(Stored data entries)
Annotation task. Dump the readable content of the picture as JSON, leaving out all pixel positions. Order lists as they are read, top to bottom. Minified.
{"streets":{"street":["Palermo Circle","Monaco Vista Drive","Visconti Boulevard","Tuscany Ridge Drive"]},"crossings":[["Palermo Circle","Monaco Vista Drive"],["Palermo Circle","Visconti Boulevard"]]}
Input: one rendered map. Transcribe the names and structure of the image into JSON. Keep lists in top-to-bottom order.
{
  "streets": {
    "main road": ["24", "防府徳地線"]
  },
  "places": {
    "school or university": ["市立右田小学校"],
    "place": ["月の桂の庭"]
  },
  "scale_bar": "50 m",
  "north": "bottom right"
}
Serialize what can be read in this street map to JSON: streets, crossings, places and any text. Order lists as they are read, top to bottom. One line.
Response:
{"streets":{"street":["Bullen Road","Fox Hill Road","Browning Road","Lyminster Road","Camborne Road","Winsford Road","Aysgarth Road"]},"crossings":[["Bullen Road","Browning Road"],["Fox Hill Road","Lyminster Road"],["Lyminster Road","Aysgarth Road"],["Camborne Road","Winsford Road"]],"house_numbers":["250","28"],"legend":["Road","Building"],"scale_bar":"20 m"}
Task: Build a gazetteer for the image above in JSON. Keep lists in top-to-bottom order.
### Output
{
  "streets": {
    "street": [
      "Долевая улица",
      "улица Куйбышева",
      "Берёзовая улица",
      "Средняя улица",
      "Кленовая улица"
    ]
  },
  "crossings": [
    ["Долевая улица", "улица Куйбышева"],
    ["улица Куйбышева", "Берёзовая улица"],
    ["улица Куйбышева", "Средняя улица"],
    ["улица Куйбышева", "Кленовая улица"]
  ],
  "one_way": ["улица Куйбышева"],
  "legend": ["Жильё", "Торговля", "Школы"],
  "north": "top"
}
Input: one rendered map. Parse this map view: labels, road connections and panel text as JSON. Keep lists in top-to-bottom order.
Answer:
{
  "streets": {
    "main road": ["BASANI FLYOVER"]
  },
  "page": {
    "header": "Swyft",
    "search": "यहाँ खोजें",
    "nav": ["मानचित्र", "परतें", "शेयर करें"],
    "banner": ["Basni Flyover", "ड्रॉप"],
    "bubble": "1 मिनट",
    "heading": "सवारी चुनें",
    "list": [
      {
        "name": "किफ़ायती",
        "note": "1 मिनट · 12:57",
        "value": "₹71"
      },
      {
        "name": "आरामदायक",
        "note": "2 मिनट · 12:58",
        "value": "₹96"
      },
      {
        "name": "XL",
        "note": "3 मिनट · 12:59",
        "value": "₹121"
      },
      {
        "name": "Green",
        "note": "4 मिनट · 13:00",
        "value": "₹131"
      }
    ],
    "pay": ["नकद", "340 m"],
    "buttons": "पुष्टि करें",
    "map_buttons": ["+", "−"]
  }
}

EXERCISE BRIEF:
In this exercise, repeat the entries above verbatim.

RESULT:
Annotation task. Dump the readable content of the picture as JSON, leaving out all pixel positions. Order lists as they are read, top to bottom. Minified.
{"streets":{"street":["Palermo Circle","Monaco Vista Drive","Visconti Boulevard","Tuscany Ridge Drive"]},"crossings":[["Palermo Circle","Monaco Vista Drive"],["Palermo Circle","Visconti Boulevard"]]}
Input: one rendered map. Transcribe the names and structure of the image into JSON. Keep lists in top-to-bottom order.
{
  "streets": {
    "main road": ["24", "防府徳地線"]
  },
  "places": {
    "school or university": ["市立右田小学校"],
    "place": ["月の桂の庭"]
  },
  "scale_bar": "50 m",
  "north": "bottom right"
}
Serialize what can be read in this street map to JSON: streets, crossings, places and any text. Order lists as they are read, top to bottom. One line.
Response:
{"streets":{"street":["Bullen Road","Fox Hill Road","Browning Road","Lyminster Road","Camborne Road","Winsford Road","Aysgarth Road"]},"crossings":[["Bullen Road","Browning Road"],["Fox Hill Road","Lyminster Road"],["Lyminster Road","Aysgarth Road"],["Camborne Road","Winsford Road"]],"house_numbers":["250","28"],"legend":["Road","Building"],"scale_bar":"20 m"}
Task: Build a gazetteer for the image above in JSON. Keep lists in top-to-bottom order.
### Output
{
  "streets": {
    "street": [
      "Долевая улица",
      "улица Куйбышева",
      "Берёзовая улица",
      "Средняя улица",
      "Кленовая улица"
    ]
  },
  "crossings": [
    ["Долевая улица", "улица Куйбышева"],
    ["улица Куйбышева", "Берёзовая улица"],
    ["улица Куйбышева", "Средняя улица"],
    ["улица Куйбышева", "Кленовая улица"]
  ],
  "one_way": ["улица Куйбышева"],
  "legend": ["Жильё", "Торговля", "Школы"],
  "north": "top"
}
Input: one rendered map. Parse this map view: labels, road connections and panel text as JSON. Keep lists in top-to-bottom order.
Answer:
{
  "streets": {
    "main road": ["BASANI FLYOVER"]
  },
  "page": {
    "header": "Swyft",
    "search": "यहाँ खोजें",
    "nav": ["मानचित्र", "परतें", "शेयर करें"],
    "banner": ["Basni Flyover", "ड्रॉप"],
    "bubble": "1 मिनट",
    "heading": "सवारी चुनें",
    "list": [
      {
        "name": "किफ़ायती",
        "note": "1 मिनट · 12:57",
        "value": "₹71"
      },
      {
        "name": "आरामदायक",
        "note": "2 मिनट · 12:58",
        "value": "₹96"
      },
      {
        "name": "XL",
        "note": "3 मिनट · 12:59",
        "value": "₹121"
      },
      {
        "name": "Green",
        "note": "4 मिनट · 13:00",
        "value": "₹131"
      }
    ],
    "pay": ["नकद", "340 m"],
    "buttons": "पुष्टि करें",
    "map_buttons": ["+", "−"]
  }
}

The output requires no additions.